» DATA FOR REVIEW:
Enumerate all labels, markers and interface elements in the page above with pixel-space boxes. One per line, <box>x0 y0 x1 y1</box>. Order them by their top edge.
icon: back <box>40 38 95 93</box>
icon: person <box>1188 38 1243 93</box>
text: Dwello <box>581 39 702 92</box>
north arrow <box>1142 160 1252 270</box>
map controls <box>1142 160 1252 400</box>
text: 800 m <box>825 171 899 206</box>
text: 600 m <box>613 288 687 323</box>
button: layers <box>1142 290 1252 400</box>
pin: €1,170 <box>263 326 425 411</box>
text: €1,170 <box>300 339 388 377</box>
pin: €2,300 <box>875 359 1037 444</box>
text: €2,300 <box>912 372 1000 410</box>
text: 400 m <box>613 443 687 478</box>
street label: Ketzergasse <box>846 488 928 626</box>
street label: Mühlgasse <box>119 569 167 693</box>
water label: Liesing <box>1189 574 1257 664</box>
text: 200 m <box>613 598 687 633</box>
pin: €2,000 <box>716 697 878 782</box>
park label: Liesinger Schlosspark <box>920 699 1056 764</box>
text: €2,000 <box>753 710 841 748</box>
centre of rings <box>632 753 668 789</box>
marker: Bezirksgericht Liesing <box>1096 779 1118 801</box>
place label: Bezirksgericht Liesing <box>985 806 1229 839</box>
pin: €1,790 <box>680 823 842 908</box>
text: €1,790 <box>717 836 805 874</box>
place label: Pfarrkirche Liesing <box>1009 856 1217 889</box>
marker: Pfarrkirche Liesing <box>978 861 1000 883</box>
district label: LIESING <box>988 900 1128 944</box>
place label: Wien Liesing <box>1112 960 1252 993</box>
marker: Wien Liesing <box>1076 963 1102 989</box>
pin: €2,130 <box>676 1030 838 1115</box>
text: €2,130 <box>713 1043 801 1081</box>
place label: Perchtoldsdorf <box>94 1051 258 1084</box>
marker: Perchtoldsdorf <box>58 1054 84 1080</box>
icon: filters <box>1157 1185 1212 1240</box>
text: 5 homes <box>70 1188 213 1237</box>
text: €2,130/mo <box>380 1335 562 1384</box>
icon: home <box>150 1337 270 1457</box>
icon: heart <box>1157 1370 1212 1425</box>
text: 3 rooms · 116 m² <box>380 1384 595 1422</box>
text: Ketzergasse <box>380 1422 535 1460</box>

» TASK DESCRIPTION:
Across the listing, count the lines that contain "Perchtoldsdorf". Nothing but the number should be returned.

» ANSWER FOR THE TASK:
2